→ WORK TO COMPLETE:
Locate the line that contains "For a GIS import: Extract". Copy it and every following line through the end of the records, exactly, and include nothing else.

——————

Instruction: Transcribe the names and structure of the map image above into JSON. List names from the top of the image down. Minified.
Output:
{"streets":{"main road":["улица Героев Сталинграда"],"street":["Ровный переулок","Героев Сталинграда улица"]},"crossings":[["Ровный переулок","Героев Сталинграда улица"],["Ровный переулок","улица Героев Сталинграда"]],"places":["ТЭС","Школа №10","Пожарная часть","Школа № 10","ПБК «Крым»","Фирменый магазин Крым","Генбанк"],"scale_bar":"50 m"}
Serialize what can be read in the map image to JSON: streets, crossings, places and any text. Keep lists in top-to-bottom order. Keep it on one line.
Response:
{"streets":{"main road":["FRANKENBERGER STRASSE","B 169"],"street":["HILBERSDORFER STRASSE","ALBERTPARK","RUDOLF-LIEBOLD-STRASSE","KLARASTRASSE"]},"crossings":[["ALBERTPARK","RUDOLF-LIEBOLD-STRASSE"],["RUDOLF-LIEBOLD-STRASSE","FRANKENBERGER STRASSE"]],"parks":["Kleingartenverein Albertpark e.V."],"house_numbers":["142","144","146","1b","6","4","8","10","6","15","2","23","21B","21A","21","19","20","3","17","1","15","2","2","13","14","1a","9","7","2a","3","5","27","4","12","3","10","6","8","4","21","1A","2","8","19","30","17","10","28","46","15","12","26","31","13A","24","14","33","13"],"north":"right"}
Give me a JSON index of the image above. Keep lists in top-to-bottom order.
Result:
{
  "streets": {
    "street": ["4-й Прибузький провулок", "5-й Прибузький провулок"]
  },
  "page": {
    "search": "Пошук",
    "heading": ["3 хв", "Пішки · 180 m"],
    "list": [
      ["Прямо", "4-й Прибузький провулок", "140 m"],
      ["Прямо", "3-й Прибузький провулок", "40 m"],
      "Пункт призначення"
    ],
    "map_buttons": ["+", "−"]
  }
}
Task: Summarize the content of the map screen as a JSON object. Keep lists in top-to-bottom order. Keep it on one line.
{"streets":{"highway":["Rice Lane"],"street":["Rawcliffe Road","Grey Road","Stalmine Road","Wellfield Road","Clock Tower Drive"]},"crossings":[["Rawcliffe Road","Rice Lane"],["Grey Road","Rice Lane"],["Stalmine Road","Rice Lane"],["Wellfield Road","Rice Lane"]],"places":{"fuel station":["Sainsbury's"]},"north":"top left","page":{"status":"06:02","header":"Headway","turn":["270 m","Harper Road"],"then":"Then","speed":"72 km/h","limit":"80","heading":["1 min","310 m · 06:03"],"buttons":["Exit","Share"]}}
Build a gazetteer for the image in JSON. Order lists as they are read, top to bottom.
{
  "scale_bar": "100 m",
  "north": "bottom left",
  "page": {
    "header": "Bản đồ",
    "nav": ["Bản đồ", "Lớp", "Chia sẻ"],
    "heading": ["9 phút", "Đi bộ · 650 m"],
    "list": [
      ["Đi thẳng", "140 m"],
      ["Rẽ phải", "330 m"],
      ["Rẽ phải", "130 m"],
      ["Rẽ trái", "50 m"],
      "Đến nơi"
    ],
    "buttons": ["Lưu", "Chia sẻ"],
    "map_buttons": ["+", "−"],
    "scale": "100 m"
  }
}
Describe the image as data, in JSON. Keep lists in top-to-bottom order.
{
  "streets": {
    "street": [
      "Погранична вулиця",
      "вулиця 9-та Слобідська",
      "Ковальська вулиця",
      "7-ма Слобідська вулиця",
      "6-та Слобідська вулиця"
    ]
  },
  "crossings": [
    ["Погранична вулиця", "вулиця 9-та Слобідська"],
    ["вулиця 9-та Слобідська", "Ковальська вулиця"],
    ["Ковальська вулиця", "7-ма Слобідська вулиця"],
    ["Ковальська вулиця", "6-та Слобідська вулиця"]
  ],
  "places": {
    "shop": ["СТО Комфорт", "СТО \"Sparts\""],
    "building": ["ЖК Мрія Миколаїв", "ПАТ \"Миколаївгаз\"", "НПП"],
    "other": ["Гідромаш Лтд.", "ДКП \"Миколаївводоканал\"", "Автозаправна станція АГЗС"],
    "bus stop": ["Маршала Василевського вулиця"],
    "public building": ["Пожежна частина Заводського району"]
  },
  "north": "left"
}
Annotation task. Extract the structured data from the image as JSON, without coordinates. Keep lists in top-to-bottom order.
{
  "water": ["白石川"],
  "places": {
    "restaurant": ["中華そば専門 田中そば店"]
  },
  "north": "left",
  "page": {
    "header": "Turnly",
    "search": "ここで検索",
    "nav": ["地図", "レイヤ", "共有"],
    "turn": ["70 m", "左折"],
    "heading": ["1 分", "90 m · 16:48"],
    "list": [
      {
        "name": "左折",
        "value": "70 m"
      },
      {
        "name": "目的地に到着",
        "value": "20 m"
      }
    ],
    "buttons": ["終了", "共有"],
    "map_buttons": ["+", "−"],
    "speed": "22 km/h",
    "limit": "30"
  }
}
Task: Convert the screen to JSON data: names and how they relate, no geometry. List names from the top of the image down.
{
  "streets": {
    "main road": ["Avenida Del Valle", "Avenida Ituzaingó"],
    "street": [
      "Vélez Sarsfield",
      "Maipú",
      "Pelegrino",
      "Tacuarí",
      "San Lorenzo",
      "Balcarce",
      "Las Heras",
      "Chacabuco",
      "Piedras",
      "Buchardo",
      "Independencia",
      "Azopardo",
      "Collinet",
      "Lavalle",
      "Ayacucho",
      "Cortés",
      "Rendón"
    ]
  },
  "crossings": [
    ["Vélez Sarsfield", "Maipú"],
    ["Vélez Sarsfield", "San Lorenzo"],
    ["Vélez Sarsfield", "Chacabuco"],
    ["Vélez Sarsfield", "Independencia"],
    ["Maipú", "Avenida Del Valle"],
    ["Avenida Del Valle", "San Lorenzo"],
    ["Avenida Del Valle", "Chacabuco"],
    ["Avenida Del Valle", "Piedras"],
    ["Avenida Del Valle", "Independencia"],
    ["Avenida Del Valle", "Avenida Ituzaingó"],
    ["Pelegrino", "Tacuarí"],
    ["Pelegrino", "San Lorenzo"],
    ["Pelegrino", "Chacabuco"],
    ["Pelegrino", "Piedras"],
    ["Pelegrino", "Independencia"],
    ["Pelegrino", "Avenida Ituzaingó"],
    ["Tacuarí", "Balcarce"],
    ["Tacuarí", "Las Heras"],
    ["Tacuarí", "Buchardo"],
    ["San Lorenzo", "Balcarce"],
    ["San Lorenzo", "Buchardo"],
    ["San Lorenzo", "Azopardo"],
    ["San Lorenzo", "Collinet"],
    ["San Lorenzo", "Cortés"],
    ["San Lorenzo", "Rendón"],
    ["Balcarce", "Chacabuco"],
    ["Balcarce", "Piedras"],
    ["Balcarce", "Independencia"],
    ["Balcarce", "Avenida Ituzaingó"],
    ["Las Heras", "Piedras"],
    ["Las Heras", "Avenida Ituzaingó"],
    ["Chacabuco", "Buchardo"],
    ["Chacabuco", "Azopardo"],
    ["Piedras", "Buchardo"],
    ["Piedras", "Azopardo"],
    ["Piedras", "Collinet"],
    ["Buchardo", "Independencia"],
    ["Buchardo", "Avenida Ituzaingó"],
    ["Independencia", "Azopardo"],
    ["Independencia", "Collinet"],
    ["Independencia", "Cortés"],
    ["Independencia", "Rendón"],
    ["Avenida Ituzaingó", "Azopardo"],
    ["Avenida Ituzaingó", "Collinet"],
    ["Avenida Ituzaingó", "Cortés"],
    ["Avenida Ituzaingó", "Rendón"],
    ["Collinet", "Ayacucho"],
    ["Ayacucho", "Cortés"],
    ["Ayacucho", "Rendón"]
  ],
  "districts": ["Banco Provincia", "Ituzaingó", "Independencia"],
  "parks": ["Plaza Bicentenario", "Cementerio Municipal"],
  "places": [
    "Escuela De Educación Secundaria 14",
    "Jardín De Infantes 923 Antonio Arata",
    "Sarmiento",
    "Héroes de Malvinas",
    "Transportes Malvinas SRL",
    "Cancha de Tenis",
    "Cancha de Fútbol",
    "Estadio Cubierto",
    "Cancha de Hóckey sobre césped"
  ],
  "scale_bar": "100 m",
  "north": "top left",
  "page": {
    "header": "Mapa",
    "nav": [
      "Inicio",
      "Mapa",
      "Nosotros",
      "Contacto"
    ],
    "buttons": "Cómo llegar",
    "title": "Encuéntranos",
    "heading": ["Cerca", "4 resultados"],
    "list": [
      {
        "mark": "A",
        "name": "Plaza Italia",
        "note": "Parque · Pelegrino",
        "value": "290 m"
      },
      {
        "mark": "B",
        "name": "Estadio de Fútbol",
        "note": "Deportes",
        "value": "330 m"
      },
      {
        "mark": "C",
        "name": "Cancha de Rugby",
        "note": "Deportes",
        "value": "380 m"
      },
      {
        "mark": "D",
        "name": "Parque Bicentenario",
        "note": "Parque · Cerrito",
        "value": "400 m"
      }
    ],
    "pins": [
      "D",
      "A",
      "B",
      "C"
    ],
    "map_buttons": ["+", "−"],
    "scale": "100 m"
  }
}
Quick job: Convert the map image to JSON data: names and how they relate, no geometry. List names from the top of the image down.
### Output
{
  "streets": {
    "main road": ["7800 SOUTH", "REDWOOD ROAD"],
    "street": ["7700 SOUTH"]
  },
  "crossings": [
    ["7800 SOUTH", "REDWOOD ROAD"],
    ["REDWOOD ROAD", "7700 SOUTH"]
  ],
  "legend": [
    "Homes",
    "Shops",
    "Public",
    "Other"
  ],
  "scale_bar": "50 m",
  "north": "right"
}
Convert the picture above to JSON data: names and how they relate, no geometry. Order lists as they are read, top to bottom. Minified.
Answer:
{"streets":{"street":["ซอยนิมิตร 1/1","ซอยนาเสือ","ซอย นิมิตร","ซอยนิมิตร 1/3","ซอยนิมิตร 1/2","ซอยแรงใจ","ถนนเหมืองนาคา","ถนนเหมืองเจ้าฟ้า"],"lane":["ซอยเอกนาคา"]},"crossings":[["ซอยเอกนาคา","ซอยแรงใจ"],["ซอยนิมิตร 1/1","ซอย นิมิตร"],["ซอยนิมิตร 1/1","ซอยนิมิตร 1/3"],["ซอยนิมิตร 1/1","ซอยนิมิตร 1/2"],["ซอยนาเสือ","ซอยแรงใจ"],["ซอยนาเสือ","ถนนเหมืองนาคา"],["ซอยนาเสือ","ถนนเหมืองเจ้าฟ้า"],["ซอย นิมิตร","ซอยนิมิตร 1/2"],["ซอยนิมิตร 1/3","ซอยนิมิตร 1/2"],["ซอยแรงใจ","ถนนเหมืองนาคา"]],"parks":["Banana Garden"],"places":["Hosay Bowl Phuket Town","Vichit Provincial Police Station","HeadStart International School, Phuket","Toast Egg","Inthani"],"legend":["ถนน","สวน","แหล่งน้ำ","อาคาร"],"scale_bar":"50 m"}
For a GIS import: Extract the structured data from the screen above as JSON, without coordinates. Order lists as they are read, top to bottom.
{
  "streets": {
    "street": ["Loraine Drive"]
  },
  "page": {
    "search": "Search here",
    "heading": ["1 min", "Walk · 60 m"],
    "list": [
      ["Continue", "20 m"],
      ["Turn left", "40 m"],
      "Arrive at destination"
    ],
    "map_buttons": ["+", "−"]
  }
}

——————

→ RESULT OF THIS EXERCISE:
For a GIS import: Extract the structured data from the screen above as JSON, without coordinates. Order lists as they are read, top to bottom.
{
  "streets": {
    "street": ["Loraine Drive"]
  },
  "page": {
    "search": "Search here",
    "heading": ["1 min", "Walk · 60 m"],
    "list": [
      ["Continue", "20 m"],
      ["Turn left", "40 m"],
      "Arrive at destination"
    ],
    "map_buttons": ["+", "−"]
  }
}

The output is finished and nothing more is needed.